Tanzania’s anti-corruption body Prevention and Combating of Corruption Bureau (PCCB) has unearthed corruption tendencies in the country’s consumer protection agency Weight and Measures Agency (WMA).

The development comes after PCCB and WMA team of investigators sent around the country six months ago as part of anti-corruption drive, wrapped up their field trips, finding serious corruption problems in the agencies inspection activities.

Presenting the Weights and Measures Agency (WMA) corruption baseline survey to stakeholders in Dar es Salaam Thursday, Sabina Seja, PCCB Director of Research and Control said corruption at the agency was 19.5 percent higher than other agencies which participated in the campaign.
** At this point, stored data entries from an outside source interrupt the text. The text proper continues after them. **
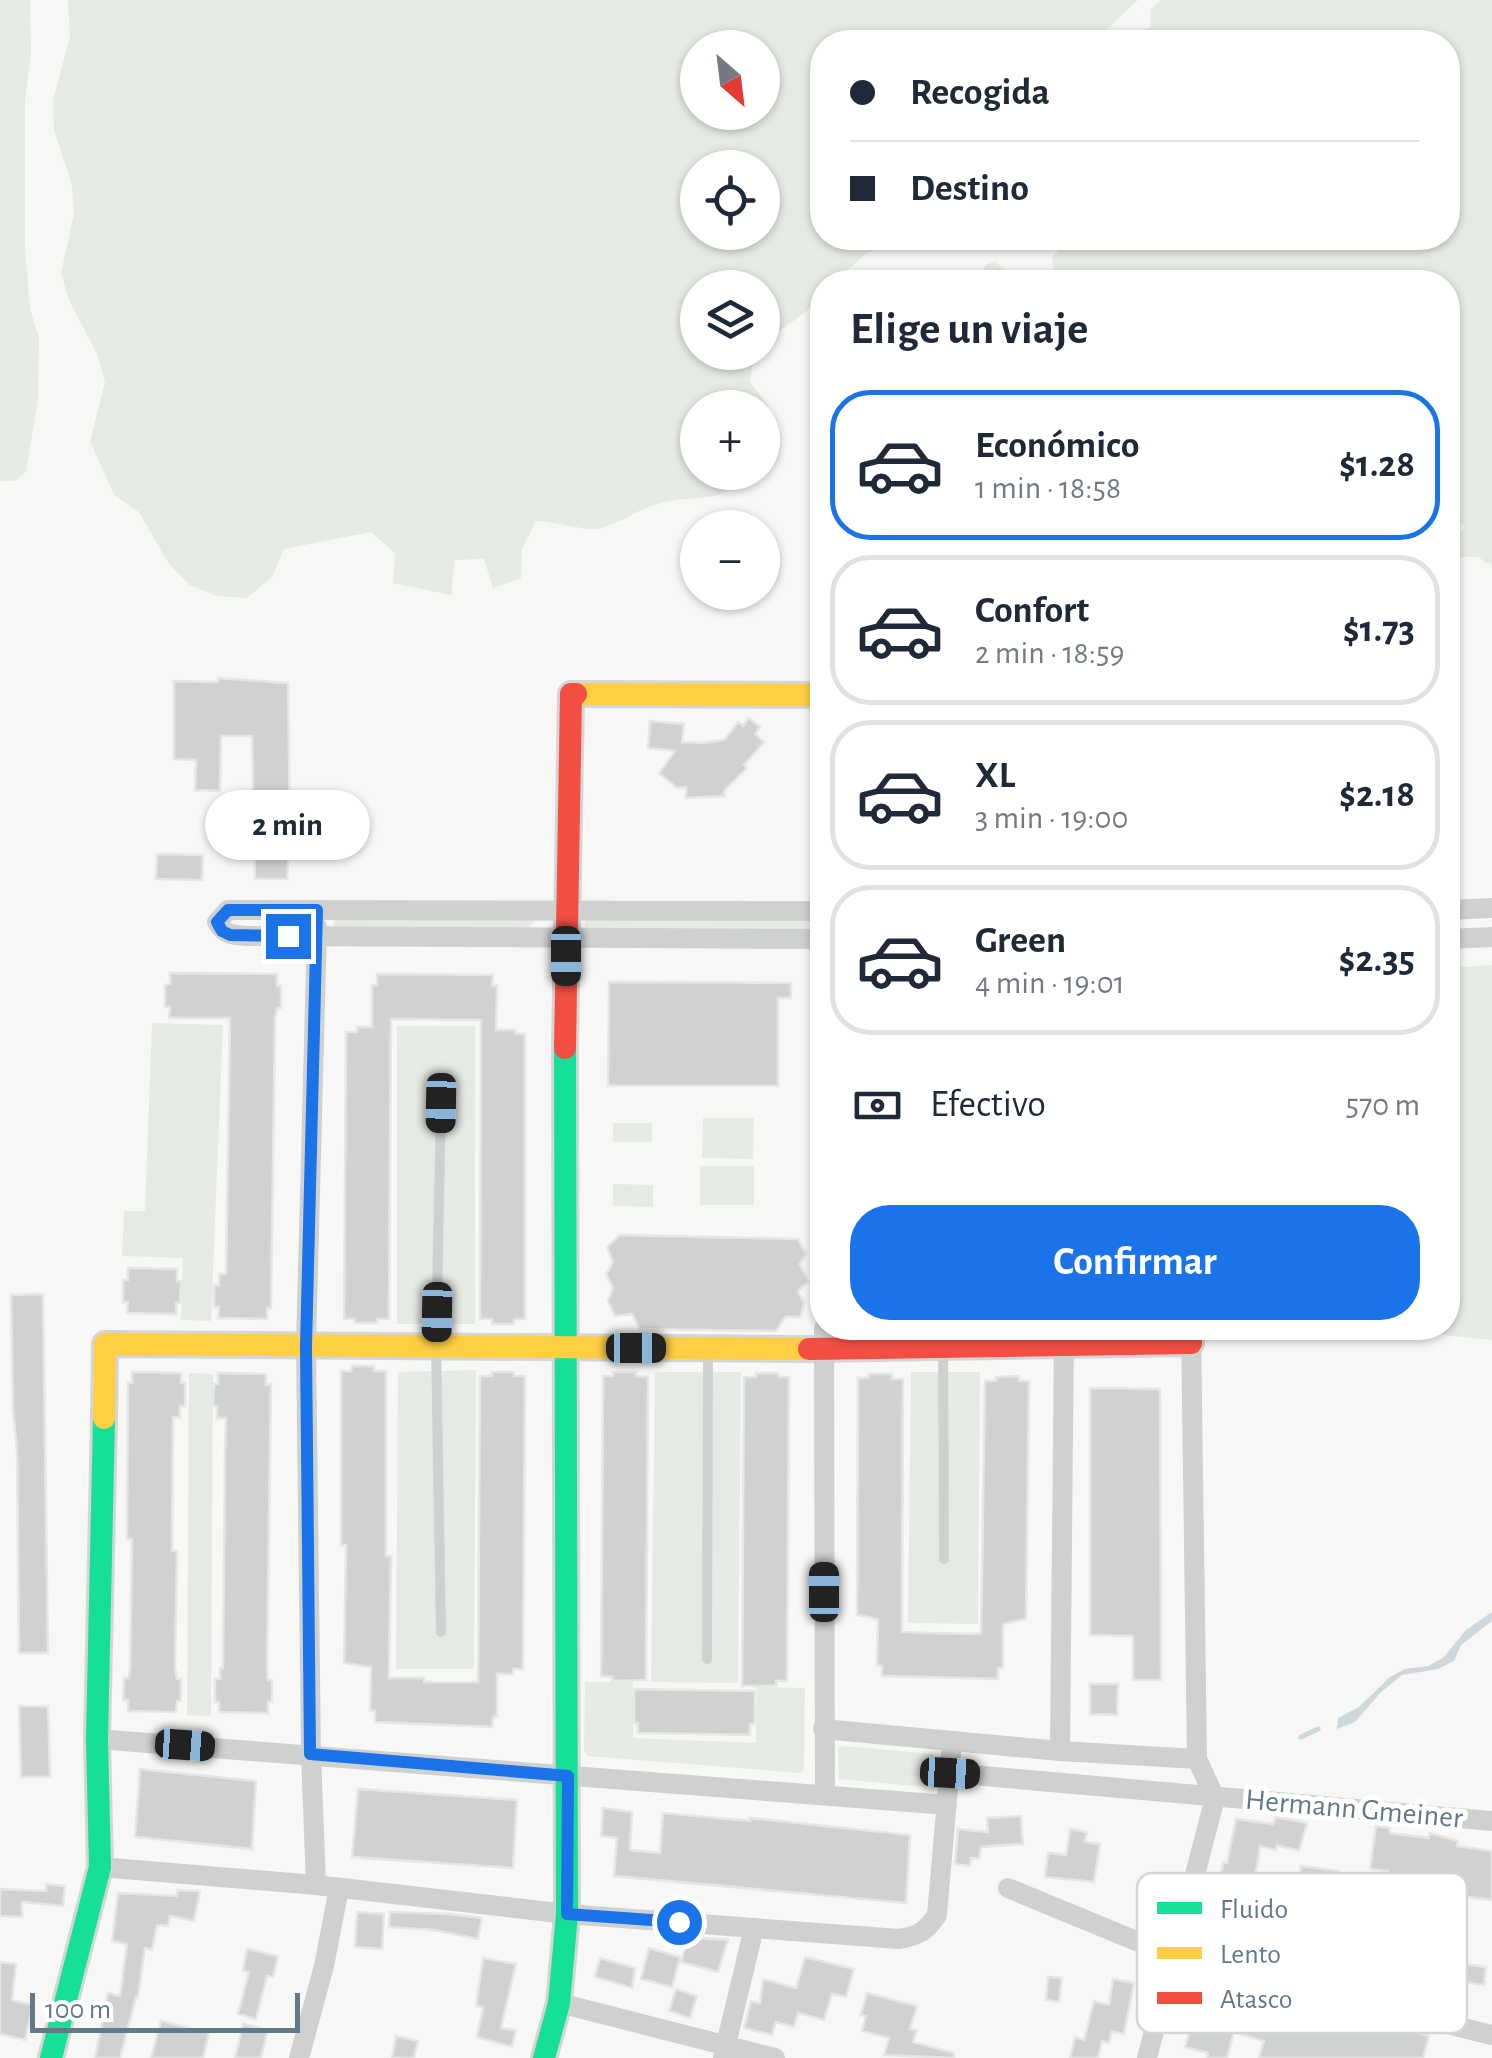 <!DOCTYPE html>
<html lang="es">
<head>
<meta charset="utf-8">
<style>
	:root { --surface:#fff; --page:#f6f6f7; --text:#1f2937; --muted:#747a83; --line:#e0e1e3; --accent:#1a73e8 }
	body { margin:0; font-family:"Alegreya Sans",sans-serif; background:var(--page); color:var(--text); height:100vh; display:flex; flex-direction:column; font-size:38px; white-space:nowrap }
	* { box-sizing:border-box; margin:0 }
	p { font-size:32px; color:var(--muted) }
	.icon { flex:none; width:55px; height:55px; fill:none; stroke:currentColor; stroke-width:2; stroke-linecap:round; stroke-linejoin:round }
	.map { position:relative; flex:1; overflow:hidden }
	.sheet { position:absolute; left:810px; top:270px; width:650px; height:1070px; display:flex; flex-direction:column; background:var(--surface); border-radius:40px; box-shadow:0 2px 8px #0004 }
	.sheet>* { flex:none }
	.banner { position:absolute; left:810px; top:30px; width:650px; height:220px; border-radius:40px; box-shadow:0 2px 8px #0004; display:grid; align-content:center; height:220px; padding:0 40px; background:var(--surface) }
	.needle { width:65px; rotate:152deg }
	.buttons { position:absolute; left:680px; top:30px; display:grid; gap:20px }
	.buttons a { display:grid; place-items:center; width:100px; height:100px; border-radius:50%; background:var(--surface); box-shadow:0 2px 8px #0004; font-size:50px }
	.scale { position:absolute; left:30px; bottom:25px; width:270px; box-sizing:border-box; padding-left:10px; border:5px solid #657888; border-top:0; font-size:28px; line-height:35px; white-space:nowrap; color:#657888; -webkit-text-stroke:8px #fff; paint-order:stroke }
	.end { position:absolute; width:45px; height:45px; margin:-22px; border:12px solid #1a73e8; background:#fff; box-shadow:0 0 0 5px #fff }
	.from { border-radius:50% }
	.bubble { position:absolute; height:70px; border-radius:35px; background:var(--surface); box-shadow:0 2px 8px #0004; font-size:32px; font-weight:700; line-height:70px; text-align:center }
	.car { position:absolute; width:30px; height:60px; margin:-30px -15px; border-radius:12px; box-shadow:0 0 8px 2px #0007; background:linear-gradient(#222 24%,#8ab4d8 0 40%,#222 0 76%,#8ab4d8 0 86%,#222 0) }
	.banner b { display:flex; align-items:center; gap:35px; height:95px; font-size:38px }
	.banner b+b { border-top:2px solid var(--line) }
	.banner i { width:25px; height:25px; background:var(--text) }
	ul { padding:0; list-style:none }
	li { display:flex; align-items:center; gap:30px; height:150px; margin:0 20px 15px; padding:0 20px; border:5px solid var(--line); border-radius:40px }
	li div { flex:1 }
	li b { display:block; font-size:38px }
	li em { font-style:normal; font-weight:700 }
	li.selected { border-color:var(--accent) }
	li>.icon { width:90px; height:90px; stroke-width:1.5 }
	h2 { padding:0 40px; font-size:45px; line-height:120px }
	.pay { display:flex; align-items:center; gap:25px; height:110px; padding:0 40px; font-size:38px }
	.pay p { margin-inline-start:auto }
	.button { display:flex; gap:20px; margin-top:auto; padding:20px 40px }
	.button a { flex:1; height:115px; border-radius:40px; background:var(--accent); color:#fff; font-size:40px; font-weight:700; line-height:115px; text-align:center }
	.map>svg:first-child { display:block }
	.green { fill:#e6eae4; fill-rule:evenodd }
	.water { fill:#ced7d9 }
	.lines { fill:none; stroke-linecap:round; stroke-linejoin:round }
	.stream { stroke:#ced7d9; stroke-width:5 }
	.building { fill:#d0d2d2; stroke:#e6e6e6; stroke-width:2.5 }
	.fast-casing { stroke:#d4d5d6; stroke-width:28 }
	.slow-casing { stroke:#d4d5d6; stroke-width:28 }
	.jam-casing { stroke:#d4d5d6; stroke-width:28 }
	.lane { stroke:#cfd1d1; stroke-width:10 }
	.street { stroke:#cfd1d1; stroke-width:20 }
	.fast { stroke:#16e098; stroke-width:22 }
	.slow { stroke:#ffcf43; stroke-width:22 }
	.jam { stroke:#f24e42; stroke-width:22 }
	.route { stroke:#1a73e8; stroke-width:12 }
	.labels { text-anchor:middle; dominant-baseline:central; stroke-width:10; stroke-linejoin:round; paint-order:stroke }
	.street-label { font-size:30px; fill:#657888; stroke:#fff }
	.key { fill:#fff; stroke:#d1d6db; stroke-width:2.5 }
	.key-label { font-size:28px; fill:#657888 }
</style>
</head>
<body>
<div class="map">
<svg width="1492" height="2058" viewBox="0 0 1492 2058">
	<rect width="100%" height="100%" fill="#f7f7f6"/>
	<!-- green -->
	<path class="green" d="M0,0H30L31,55L25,100V249L30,309L39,338L38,398L26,472L14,481H0Z
		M68,0H1138L1093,42H822V238H903L866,254L834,282H822V296C803,318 784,325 763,344L762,288H698V352L754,353L750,382L768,405L763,432L762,408H698V472L754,473C716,508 698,492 654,505C635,511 617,525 597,529C588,531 550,521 536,521L522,549L521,578L493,588L484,559L455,560L451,595L393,583L395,553L371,532L284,549L272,577L247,598L217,596L190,585L169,564L139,512L114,495L90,441L105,382L97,354L69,300L61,273L74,213L72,185L54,130L53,100L70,37ZM698,48H762V112H698ZM698,168H762V232H698Z
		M1161,0H1492V566L1478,557H1448V546L1465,527L1459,521L1448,522V282H1067L1054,272L1052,258L1068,238H1448V42H1127L1137,31L1150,28L1151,9Z
		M995,261C1008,276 1022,270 1032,282H974L986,265Z
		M335,920H533L534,923L528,928H338L333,925Z
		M586,920H809L813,924L808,930L588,929L584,926Z
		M1492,965V1340L1376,1328H1448V968Z
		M152,1023L223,1025L211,1321L181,1320L183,1258L122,1256L124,1211H145Z
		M397,1026H475V1324H397Z
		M703,1118H754L753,1159L702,1158Z
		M613,1123H652V1142H613Z
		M700,1166H754V1205H700Z
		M613,1184L653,1185V1207L613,1206Z
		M476,1370L474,1669H396L398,1372Z
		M655,1372H741L738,1683L651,1682Z
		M911,1372H980L978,1624L908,1623Z
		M189,1373L213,1374L211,1716L187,1715Z
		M585,1682H633V1738L756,1743L757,1687L805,1688L804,1769L800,1773L588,1756L584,1751Z
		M844,1746L932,1754L936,1760L934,1781L925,1787L839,1779L838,1748Z"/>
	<!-- water -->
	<path class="water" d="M1492,1612V1621L1461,1645L1454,1661L1438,1669L1402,1675L1381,1692L1355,1722L1337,1729L1338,1718L1359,1707L1390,1677L1405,1669L1428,1666L1443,1658L1466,1630Z"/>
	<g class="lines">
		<!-- stream -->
		<path class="stream" d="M1301,1737L1318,1729"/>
	</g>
	<!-- building -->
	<path class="building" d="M218,678L288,683L290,833L287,879H255L252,736H221L220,791L195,790L196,760L174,759V681L218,682Z
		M749,718L760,727L755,734L764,742L744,765L747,768L724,791L725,796L686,798V787L677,788L659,773L675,751L648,748L650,721L684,724L682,742L703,743L724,740L738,722L743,726Z
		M157,854L203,855L202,880L156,879Z
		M170,973L277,974V986H281V1008H277L275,1019L271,1308H267V1319L218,1318L219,1307H214V1285H219V1274H226L230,1018H169L170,1007H165V985L170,984Z
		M377,974L493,975L492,986H497L496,1030H515V1034H525V1319H514V1324H492V1319H480L481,1020L391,1019L389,1319H377V1323H355V1319H344L346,1032H357V1027H372V985H377Z
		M609,982L791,983V998H778V1086H608Z
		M620,1235L798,1239L806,1254L800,1264L808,1281L798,1292L804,1302L801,1317H785L776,1331L640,1329L632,1314L615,1316L608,1301L613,1288L606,1274L613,1262L607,1247Z
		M128,1268L177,1269V1281H181L180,1303H176V1314L127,1313L128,1302H123V1280H128Z
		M43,1294L48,1653H19L17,1450L13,1410L11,1295Z
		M352,1366H374V1371H386V1556H391L389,1678H424V1682H478L480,1376H492V1372H514V1376H525L523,1669H513V1674H497V1717H493L492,1727L375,1722V1711H370L371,1667L344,1663L346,1545H341V1371H351Z
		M132,1372L181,1373V1383H185V1406H180V1417H173L172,1551H177L175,1667L177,1679H181V1701H177L176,1712L128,1711V1700H123L124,1678H129L130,1666L132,1539H127L128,1383H132Z
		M613,1372H636V1376L648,1377L646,1680L612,1681V1677L601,1676L603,1376H613Z
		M218,1373L266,1374V1385L271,1384L267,1668L268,1680H272V1702H268V1713L219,1712V1702H215V1679H220V1668H223L225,1452L226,1418H217V1406H213L214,1384H218Z
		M756,1373H778L779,1377H789L787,1681H776V1686H742L744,1377H756Z
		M869,1374H892V1379H903L902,1632L931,1633L981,1634L985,1381H996V1377L1019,1376V1381H1029L1026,1619L1003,1624V1668H998V1679L882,1676V1666L877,1665L878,1619L857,1615L858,1378H869Z
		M1090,1388L1160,1389L1161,1680H1133V1636L1090,1635Z
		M1090,1684H1118L1117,1715L1090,1714Z
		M634,1689L755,1691V1724H750V1735L638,1733V1723H634Z
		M19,1706H48L50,1777H21Z
		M140,1769L256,1781L252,1849L135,1837Z
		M358,1789L517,1800L513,1868L352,1857Z
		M603,1808L632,1812L630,1850L660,1853L663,1813L750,1821V1818L910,1835L906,1903L614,1876L617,1838L601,1836Z
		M1021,1816L1023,1844L981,1847L979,1859L971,1858L970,1866L955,1864L958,1829L988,1832L987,1818Z
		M1276,1817L1307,1823L1299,1851L1277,1845L1276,1850L1260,1846L1255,1879L1298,1885L1301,1866L1339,1871L1335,1894L1383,1900L1388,1871L1370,1869L1376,1826L1390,1828V1833L1429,1838L1430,1833L1458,1841L1457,1846L1492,1851V1900L1452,1895L1443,1945L1462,1947L1459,1963L1486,1967L1484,1985L1432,1977V1982L1412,1980L1413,1972L1379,1967L1380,1959L1351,1955L1350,1964L1321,1961L1329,1904L1266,1895L1262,1920L1228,1916L1226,1928L1200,1924L1210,1876L1221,1878L1223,1862L1227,1863L1236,1819L1273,1824Z
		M1070,1829L1087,1832L1085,1842L1100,1844L1094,1882L1045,1877L1048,1853L1066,1855Z
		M46,1884L65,1886L63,1906L22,1902V1917L0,1916V1889L46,1891Z
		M177,1890L200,1891L194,1921L170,1916L168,1926L157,1925L152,1950L145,1948L138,1997H136L120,2058H95L108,1993L120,1996L127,1944L112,1941L118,1893L177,1896Z
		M357,1912L384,1914L382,1949L355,1947Z
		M390,1912L450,1914L482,1918L478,1939L434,1930L389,1927Z
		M688,1937L728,1940L718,1972L681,1962Z
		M649,1948L680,1957L672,1987L641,1979Z
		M247,1949L278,1956L273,1977L267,1976L256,2019L238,2014L249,1972L243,1971Z
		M805,1957L854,1969L846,1997L832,1994L824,2020L798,2013L794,2027L776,2022L772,2035L744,2028L751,2001L760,2003L763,1979L796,1988Z
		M483,1958L516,1964L501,2028L516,2030L512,2047L477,2037L483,2007L476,2006Z
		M600,1958L635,1968L632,1988L595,1977Z
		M0,1962L16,1964L12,2000L33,2005L25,2040L0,2034Z
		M1048,1977L1062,1978L1059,2002L1046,2000Z
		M1113,1979L1134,1983L1124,2034L1112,2031L1109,2043L1102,2041L1098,2058H1070L1075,2037L1084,2040L1094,2001L1109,2005Z
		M676,1989L697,1996L690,2018L669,2011Z
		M867,1993L917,2006L910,2029L917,2030L913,2042L954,2053V2058L884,2055L889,2038L862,2031L866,2016L861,2015Z
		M1247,1997L1306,2015L1309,2004L1429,2036L1423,2058H1259L1264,2041L1234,2032L1227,2058H1207L1208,2053L1185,2047L1191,2026L1178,2022L1184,2002L1219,2012L1221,2005L1243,2011Z
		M161,2021L209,2033L203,2058H151Z
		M243,2024L268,2030L261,2058H235Z
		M396,2036L418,2041L414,2058H392Z"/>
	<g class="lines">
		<defs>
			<path id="fast" d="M51,2058L100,1867L97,1739L104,1418
				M544,2058L559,2003L567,1914L565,1048"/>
			<path id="slow" d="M576,694L822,695
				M104,1418L105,1344L809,1349"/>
			<path id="jam" d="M565,1048L571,694H576
				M809,1349L1191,1343"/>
		</defs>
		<!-- fast casing -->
		<use href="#fast" class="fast-casing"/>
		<!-- slow casing -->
		<use href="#slow" class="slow-casing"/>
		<!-- jam casing -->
		<use href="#jam" class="jam-casing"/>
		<!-- lane -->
		<path class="lane" d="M441,1103L436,1346L441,1632
			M943,1328L944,1559
			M707,1659L708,1349"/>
		<!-- street -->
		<path class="street" d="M822,890V1061
			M1448,910L1492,908
			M822,911L228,910L217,922C225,936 234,935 249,936L822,939
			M1448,939L1492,937
			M824,1328L825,1794
			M1191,1328L1197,1759L1215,1798
			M823,1729L1060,1751L1197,1759
			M97,1739L947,1805
			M1060,1751L1064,1328
			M950,1773L1492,1821
			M100,1867L316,1885L567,1914L899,1939C919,1936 926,1931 937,1915L952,1741
			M316,1885L311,1754L306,1346L317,927
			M1008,1888L1175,1957L1492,2035
			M559,2003L775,2058
			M723,2057L754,1928
			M299,2058L324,1966L339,1888
			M1147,2058L1215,1798"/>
		<!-- fast -->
		<use href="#fast" class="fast"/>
		<!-- slow -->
		<use href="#slow" class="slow"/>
		<!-- jam -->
		<use href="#jam" class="jam"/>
	</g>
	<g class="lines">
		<!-- route -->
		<path class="route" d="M288,936L230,935L222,931L217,922L228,910H317L306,1346L310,1754L568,1776L567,1914L679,1922"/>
	</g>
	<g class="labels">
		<!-- street labels -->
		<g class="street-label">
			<text transform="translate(1354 1809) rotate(5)">Hermann Gmeiner</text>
		</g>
	</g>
	<!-- legend -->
	<rect x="1137" y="1873" width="330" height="160" rx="15" class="key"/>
	<rect x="1157" y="1902" width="45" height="12" fill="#16e098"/>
	<rect x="1157" y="1947" width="45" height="12" fill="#ffcf43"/>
	<rect x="1157" y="1992" width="45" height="12" fill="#f24e42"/>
	<g class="key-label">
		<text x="1220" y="1918">Fluido</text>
		<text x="1220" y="1963">Lento</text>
		<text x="1220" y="2008">Atasco</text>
	</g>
</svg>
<div class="buttons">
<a><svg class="needle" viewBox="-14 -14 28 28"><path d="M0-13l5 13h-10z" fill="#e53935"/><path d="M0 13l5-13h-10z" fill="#747a83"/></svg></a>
<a><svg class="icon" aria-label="locate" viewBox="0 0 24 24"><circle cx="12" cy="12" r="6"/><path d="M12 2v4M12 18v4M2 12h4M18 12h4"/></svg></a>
<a><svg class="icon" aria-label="layers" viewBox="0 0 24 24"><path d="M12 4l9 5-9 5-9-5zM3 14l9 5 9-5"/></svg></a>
<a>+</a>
<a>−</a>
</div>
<div class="scale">100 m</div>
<i class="end from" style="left:679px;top:1922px"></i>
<i class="end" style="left:288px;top:936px"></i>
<div class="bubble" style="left:205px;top:790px;width:165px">2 min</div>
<i class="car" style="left:566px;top:956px;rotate:180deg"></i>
<i class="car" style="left:441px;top:1103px;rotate:181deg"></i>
<i class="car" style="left:437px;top:1312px;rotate:181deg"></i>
<i class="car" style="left:636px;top:1348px;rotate:90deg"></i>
<i class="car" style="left:824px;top:1592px;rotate:0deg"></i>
<i class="car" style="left:185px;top:1745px;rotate:94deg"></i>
<i class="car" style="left:950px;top:1773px;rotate:93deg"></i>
<div class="banner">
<b><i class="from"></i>Recogida</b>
<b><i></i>Destino</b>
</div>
<section class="sheet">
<h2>Elige un viaje</h2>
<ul>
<li class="selected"><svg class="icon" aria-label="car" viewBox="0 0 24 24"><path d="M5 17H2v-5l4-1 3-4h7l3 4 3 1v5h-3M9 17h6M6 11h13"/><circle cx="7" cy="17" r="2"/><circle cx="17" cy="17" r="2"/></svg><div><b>Económico</b><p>1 min · 18:58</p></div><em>$1.28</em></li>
<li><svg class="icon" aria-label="car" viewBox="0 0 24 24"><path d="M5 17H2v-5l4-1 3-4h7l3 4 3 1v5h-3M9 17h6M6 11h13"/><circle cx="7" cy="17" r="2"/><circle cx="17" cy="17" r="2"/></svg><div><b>Confort</b><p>2 min · 18:59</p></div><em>$1.73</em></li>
<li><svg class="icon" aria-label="car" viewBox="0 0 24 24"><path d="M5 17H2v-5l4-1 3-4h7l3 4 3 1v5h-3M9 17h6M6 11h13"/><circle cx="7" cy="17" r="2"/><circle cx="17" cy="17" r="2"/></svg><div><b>XL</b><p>3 min · 19:00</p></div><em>$2.18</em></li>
<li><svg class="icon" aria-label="car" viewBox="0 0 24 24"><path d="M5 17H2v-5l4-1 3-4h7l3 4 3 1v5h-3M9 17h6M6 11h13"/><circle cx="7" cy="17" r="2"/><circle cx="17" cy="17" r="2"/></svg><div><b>Green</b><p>4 min · 19:01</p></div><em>$2.35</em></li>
</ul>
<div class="pay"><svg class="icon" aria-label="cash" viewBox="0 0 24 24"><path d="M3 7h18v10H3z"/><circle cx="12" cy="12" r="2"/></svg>Efectivo<p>570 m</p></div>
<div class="button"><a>Confirmar</a></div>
</section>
</div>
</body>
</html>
PCCB found corruption at procurement of weighing and measuring instruments and working standards at 18.1 percent and patterns of bribes in approving of manufactured or imported instruments was at 17.3 percent.

Corruption in initial verification of imported instruments stood at 15.8 percent, misuse of public office at 15.1 percent and graft was at 5.3 percent.

The new study which was conducted in Dar es Salaam, Dodoma, Iringa, Kilimanjaro, Mara Mbeya, Morogoro, Ruvuma, Mwanza and Tabora involved key informants, field group discussions targeting at least 1370 samples.

Magdalena Chuwa, WMA Chief Executive Officer said the purpose of the survey was initially to understand the scope of corruption at WMA

“We believe weights and measures play a significant role in the country’s economic development. We wanted to identify the kind of corruption we face and why it has been escalating,” Chuwa said at the meeting in Dar es Salaam Thursday.

She said with the new findings will help the agency chart ways to stem the plague to the consumers, producers and the government’s benefit.

Presiding over the workshop, Hab Mkwizu Acting Permanent Secretary for Public Service Management in the President’s Office argues weight and measures is a special component for the country’s economic development.

He said WMA remains critical in ensuring customers get the desired products in lawful and standard quantity and quality and that it helps the government levy and collect appropriate taxes.


Citing agriculture as an example, the Permanent Secretary said for sustainable agricultural production farmers need actual agro-input measures to boost productivity.

Mkwizu was also concerned about the rampant illegal importation of weights and measures instruments and dishonest businessmen posing serious threat to the economy.

He urged government to consider the possibility of reviewing the WMA legislation to provide for stern penalty for corrupt officials and businesses.